What needs to be done = How many lines within the records include the word "canvas"? Only that number should be given.
● ● ● ●
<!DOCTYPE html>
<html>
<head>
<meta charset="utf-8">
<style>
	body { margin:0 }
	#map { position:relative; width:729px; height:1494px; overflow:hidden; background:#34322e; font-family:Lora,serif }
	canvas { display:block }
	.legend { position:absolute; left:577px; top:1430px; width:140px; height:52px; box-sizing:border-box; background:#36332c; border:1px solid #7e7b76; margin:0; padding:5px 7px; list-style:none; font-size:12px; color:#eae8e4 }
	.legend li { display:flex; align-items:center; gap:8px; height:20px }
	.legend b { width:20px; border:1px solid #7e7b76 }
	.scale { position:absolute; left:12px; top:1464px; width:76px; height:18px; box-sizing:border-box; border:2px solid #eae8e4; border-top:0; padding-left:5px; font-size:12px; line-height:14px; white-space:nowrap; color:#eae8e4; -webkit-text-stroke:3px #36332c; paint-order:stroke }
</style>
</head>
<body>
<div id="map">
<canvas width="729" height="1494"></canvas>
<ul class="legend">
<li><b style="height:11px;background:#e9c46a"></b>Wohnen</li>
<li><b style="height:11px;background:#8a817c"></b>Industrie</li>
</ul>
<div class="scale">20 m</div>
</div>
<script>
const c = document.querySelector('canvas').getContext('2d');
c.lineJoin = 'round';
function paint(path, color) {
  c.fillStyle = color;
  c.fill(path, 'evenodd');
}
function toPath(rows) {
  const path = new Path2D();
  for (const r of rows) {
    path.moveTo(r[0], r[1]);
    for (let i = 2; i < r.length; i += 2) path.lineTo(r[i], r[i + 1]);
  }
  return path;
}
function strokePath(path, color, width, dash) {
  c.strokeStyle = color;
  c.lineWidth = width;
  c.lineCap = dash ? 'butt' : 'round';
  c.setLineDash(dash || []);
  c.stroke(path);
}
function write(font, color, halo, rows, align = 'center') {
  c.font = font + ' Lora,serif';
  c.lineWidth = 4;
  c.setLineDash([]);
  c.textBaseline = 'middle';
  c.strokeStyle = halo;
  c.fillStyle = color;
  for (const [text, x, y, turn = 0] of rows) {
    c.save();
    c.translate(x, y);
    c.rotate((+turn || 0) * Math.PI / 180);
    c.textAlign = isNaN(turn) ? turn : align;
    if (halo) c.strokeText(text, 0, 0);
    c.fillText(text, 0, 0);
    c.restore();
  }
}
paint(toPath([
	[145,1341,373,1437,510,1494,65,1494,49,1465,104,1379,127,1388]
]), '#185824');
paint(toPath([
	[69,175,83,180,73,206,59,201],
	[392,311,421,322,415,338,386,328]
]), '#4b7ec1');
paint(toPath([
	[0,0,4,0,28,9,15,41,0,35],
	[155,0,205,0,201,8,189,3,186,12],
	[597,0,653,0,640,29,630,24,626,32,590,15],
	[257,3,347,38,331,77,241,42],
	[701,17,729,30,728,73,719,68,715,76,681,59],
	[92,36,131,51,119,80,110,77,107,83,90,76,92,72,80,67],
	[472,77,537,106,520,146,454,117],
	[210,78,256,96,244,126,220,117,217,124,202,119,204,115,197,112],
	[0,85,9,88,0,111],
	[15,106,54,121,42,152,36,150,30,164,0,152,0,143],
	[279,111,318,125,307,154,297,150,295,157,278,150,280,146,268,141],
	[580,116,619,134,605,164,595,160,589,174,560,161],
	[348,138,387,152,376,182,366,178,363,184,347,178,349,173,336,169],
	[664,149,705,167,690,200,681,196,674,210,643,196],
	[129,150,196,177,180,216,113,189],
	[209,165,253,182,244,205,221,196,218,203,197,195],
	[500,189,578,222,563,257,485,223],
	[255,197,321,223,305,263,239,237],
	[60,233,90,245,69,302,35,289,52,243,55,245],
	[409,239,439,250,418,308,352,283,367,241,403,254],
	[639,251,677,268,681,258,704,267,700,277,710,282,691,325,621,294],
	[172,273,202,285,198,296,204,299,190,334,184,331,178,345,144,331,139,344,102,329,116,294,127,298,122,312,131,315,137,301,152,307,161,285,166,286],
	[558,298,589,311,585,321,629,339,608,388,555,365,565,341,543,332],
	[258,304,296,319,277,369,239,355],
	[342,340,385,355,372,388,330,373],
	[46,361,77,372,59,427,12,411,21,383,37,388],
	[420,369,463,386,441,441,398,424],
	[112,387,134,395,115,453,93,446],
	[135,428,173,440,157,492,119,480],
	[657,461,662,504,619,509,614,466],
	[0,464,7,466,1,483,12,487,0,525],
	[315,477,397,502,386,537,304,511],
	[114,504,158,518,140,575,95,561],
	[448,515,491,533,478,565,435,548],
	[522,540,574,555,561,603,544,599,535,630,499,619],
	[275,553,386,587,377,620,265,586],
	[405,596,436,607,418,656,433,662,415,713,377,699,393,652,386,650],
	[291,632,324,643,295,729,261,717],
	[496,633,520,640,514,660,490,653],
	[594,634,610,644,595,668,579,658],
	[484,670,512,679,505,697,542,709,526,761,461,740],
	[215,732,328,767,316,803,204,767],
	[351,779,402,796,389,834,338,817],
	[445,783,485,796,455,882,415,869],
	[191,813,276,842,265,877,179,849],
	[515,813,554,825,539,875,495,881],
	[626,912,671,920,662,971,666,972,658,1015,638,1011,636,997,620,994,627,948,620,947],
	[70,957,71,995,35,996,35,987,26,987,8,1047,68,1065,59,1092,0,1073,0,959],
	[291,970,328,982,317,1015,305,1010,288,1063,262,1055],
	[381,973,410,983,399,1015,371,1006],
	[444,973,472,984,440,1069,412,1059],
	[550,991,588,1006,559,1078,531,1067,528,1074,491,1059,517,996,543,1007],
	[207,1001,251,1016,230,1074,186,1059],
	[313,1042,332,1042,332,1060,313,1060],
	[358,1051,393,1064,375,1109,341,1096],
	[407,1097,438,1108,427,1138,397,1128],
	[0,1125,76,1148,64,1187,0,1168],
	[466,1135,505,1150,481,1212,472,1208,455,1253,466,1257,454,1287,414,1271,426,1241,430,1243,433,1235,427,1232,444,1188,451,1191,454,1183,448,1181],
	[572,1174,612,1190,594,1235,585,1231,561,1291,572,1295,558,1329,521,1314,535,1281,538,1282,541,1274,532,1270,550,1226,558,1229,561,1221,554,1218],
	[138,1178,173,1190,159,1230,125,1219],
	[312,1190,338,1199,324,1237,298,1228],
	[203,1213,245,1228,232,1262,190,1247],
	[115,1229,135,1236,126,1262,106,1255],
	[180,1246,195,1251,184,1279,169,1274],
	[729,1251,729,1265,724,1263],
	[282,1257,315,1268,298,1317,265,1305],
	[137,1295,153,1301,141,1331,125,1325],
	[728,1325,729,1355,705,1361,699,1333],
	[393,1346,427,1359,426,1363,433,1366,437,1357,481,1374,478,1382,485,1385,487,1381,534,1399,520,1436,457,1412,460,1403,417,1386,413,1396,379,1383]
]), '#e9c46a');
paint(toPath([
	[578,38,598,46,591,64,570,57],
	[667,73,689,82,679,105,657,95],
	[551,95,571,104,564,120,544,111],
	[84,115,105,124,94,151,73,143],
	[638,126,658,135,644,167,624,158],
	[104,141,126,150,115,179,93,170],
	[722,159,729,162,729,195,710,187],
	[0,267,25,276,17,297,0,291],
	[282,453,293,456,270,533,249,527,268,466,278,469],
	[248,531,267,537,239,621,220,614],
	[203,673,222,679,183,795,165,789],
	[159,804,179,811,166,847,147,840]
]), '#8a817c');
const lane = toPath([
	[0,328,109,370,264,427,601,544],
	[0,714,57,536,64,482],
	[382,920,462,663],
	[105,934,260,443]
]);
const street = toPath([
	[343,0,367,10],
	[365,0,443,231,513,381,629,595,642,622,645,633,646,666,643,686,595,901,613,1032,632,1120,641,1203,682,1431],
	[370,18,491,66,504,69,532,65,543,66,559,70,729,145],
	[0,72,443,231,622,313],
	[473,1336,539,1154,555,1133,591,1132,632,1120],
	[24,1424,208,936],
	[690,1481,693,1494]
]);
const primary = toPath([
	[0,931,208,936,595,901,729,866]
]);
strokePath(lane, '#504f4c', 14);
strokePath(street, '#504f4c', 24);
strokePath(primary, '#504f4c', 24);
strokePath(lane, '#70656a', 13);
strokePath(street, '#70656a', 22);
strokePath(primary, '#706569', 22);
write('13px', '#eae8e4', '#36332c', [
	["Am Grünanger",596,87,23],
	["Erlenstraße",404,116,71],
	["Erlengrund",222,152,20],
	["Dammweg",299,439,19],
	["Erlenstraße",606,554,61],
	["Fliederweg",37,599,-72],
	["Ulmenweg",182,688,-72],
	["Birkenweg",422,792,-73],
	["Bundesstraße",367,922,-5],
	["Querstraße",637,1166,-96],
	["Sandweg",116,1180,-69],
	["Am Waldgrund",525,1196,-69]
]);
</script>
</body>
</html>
● ● ● ●
Finished task = 3